# Stored data
======

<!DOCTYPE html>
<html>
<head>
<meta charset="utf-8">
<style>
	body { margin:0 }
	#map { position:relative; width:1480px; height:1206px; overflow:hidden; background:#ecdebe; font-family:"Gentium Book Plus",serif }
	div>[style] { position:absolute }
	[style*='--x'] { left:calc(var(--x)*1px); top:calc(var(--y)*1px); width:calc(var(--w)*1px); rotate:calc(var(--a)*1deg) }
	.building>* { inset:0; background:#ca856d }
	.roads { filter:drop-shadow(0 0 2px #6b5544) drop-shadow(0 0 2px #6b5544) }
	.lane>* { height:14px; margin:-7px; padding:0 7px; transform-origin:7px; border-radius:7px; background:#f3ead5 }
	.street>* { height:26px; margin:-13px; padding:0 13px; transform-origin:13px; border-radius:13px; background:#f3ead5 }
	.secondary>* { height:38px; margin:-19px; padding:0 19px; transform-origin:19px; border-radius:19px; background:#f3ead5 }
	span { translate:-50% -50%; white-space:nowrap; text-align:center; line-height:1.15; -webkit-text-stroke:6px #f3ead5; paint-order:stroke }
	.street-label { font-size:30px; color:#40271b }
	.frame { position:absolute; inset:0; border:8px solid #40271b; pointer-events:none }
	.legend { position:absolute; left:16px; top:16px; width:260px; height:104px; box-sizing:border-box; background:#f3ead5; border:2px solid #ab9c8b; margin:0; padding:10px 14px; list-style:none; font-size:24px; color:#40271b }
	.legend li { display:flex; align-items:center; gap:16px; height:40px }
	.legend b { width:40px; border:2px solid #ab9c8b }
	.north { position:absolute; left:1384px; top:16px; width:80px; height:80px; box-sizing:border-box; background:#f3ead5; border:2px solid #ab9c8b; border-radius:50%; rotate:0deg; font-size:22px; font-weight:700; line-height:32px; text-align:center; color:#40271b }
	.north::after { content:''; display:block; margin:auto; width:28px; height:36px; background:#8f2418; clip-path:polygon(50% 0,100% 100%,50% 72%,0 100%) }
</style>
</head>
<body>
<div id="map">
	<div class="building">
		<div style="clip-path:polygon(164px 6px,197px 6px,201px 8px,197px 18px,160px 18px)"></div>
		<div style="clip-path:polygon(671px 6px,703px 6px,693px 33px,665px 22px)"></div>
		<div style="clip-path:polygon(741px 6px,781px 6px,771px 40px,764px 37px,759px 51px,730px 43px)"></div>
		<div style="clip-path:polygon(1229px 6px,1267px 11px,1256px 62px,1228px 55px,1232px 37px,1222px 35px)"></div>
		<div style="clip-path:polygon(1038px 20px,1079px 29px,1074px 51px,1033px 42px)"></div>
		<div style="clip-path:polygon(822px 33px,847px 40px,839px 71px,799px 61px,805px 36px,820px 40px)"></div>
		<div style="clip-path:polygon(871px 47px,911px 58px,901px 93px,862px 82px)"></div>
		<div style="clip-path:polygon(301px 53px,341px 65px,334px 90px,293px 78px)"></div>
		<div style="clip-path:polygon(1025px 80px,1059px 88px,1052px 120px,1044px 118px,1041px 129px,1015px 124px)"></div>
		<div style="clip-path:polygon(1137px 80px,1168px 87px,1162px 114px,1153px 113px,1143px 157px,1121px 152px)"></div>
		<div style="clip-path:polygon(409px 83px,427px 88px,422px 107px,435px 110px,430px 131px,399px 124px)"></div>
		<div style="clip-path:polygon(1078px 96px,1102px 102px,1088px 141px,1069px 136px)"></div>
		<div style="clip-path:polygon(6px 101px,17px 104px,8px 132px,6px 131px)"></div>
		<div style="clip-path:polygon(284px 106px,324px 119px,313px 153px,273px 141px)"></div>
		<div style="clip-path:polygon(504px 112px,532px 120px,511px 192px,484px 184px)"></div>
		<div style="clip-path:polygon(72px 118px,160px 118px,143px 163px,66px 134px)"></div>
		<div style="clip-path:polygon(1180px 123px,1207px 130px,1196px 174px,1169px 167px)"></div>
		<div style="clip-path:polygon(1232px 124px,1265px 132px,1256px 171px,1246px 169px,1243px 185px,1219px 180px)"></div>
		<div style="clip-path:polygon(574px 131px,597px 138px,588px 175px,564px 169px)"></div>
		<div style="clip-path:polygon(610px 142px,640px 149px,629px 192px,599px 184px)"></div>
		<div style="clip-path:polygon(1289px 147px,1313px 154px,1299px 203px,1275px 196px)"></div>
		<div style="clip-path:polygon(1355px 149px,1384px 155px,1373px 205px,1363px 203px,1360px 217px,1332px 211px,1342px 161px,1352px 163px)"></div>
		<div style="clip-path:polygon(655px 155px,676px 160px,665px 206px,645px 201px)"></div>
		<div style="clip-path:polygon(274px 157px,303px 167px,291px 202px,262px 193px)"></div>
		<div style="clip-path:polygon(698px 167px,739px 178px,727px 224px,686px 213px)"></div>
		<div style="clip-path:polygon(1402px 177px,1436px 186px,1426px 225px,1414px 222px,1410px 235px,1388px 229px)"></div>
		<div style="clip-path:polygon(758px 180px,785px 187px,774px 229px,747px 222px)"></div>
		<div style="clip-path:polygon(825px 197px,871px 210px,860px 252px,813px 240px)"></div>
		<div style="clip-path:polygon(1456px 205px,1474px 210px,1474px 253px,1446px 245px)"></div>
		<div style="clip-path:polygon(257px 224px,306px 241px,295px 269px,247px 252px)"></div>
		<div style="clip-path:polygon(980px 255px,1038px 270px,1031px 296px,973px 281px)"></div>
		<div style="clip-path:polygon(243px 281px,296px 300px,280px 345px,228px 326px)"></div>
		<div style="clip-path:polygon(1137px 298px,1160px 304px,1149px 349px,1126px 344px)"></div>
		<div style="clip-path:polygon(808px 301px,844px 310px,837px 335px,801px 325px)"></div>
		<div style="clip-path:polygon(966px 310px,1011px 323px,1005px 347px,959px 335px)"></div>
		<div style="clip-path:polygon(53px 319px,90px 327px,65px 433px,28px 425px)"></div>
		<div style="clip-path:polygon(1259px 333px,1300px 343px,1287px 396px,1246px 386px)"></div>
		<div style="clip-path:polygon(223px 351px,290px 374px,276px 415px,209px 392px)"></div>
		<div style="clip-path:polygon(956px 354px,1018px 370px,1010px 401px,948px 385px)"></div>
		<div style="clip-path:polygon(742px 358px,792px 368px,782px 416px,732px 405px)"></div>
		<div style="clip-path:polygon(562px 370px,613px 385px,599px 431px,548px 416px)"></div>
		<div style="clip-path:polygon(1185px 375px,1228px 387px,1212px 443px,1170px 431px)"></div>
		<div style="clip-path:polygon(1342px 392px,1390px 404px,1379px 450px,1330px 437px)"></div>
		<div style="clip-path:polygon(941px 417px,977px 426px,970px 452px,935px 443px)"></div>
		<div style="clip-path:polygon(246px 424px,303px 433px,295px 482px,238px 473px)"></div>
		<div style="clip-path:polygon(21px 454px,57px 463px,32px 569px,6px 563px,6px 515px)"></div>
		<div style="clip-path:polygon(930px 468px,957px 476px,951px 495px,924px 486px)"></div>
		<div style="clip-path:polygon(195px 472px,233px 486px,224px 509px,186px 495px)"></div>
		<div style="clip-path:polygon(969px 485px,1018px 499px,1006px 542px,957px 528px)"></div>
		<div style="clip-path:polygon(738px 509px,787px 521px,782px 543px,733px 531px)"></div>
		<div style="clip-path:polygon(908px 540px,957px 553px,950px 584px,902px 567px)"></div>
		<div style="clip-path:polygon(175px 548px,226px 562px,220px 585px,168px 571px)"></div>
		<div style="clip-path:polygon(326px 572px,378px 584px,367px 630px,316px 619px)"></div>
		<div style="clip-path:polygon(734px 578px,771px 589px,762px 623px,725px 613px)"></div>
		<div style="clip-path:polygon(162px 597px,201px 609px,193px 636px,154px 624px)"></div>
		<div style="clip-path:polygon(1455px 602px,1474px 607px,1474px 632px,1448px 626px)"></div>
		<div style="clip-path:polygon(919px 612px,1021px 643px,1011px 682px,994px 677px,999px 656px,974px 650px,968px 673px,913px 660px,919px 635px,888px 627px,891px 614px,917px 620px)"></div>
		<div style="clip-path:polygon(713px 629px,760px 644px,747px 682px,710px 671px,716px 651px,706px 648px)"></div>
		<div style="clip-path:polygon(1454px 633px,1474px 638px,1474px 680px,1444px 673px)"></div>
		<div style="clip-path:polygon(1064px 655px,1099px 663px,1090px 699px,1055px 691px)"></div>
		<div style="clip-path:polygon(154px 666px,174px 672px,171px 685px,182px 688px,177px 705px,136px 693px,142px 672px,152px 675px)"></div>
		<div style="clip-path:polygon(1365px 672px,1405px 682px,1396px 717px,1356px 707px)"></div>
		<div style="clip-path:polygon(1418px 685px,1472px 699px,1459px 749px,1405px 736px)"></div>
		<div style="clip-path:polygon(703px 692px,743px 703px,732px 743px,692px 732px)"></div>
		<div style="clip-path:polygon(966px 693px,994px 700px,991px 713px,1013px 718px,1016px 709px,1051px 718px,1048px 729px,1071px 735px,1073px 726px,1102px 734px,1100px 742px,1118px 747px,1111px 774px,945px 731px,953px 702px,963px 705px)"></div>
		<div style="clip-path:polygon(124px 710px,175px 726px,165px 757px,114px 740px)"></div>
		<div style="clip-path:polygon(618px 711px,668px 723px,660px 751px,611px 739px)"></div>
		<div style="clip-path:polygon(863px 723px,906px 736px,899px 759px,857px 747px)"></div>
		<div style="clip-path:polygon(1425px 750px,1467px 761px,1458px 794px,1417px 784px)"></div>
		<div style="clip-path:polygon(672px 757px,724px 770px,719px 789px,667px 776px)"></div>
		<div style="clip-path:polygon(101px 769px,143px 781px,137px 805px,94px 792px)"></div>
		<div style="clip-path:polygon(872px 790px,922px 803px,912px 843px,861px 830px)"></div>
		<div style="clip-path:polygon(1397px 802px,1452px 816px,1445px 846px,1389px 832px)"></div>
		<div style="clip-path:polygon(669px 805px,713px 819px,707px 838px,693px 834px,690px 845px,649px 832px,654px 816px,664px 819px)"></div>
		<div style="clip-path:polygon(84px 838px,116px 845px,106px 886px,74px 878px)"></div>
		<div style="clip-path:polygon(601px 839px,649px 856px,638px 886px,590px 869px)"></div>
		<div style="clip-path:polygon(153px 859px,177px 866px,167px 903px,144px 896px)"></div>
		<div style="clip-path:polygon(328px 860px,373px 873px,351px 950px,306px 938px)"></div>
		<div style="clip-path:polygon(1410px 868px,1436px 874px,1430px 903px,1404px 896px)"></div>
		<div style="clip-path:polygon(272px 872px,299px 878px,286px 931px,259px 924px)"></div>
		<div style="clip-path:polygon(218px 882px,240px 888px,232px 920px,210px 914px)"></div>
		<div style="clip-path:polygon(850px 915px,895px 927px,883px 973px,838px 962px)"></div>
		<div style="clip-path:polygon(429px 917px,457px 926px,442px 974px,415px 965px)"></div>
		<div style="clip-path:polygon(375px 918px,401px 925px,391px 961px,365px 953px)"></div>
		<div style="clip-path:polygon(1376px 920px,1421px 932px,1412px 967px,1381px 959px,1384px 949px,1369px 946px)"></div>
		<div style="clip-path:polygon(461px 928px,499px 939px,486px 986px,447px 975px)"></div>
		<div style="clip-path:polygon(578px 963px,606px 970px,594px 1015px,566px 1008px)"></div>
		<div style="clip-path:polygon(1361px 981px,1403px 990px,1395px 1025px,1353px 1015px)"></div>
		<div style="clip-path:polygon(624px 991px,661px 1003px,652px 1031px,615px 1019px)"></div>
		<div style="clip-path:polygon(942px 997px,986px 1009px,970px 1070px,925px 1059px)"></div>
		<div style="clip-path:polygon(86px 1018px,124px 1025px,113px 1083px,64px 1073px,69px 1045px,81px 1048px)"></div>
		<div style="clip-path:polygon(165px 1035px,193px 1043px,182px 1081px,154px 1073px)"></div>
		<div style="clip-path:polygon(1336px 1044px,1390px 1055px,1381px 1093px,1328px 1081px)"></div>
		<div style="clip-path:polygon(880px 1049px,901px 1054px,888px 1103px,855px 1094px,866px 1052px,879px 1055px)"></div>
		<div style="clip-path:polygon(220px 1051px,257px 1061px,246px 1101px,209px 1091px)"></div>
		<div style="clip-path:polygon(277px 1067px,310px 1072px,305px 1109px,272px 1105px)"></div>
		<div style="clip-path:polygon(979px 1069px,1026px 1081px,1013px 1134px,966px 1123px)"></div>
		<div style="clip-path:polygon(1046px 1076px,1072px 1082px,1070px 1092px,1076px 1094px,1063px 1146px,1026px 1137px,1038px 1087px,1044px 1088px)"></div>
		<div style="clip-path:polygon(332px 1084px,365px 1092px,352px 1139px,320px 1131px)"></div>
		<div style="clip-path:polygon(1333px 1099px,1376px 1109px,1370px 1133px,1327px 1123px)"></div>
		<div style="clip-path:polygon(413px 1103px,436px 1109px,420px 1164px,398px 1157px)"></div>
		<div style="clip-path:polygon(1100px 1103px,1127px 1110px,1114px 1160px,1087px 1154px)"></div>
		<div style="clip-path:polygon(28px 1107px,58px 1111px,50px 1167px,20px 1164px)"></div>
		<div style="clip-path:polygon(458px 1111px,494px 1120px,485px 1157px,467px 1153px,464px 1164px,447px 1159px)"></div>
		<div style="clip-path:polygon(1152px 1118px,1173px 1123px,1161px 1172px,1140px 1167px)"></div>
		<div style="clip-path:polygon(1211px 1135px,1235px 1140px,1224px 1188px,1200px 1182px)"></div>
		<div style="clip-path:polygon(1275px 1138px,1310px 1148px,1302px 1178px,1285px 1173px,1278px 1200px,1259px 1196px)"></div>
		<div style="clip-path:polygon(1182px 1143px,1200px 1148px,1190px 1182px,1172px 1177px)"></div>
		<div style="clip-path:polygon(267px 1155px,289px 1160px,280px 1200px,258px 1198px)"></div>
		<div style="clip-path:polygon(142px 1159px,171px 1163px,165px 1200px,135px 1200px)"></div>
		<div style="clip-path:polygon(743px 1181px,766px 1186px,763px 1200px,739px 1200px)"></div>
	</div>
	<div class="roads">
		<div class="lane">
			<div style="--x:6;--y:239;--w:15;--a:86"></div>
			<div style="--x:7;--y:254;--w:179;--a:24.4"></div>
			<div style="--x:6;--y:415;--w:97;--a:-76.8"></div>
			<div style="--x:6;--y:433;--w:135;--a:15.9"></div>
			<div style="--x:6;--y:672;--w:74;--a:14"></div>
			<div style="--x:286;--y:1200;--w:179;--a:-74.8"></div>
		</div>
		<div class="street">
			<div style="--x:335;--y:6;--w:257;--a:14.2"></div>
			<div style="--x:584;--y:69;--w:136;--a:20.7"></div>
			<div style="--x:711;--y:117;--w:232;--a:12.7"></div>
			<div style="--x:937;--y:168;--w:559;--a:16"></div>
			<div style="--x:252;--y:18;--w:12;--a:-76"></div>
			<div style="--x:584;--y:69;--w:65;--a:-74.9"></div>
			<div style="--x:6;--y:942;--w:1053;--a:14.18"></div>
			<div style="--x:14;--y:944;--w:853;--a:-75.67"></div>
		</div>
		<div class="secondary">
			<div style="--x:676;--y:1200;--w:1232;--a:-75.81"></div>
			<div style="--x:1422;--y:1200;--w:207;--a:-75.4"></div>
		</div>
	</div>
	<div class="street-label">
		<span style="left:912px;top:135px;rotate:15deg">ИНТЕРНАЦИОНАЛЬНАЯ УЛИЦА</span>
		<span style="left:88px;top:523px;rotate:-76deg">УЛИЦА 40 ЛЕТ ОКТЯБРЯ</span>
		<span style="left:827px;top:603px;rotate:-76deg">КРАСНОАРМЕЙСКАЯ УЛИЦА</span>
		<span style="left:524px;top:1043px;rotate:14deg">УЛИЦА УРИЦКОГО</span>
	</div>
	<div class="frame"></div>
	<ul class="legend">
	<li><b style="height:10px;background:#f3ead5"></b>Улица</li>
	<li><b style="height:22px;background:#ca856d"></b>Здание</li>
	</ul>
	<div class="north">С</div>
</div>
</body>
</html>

======

# Description of the task
Copy out each line of the data where the string "lane" appears.

# Answer space
	.lane>* { height:14px; margin:-7px; padding:0 7px; transform-origin:7px; border-radius:7px; background:#f3ead5 }
		<div class="lane">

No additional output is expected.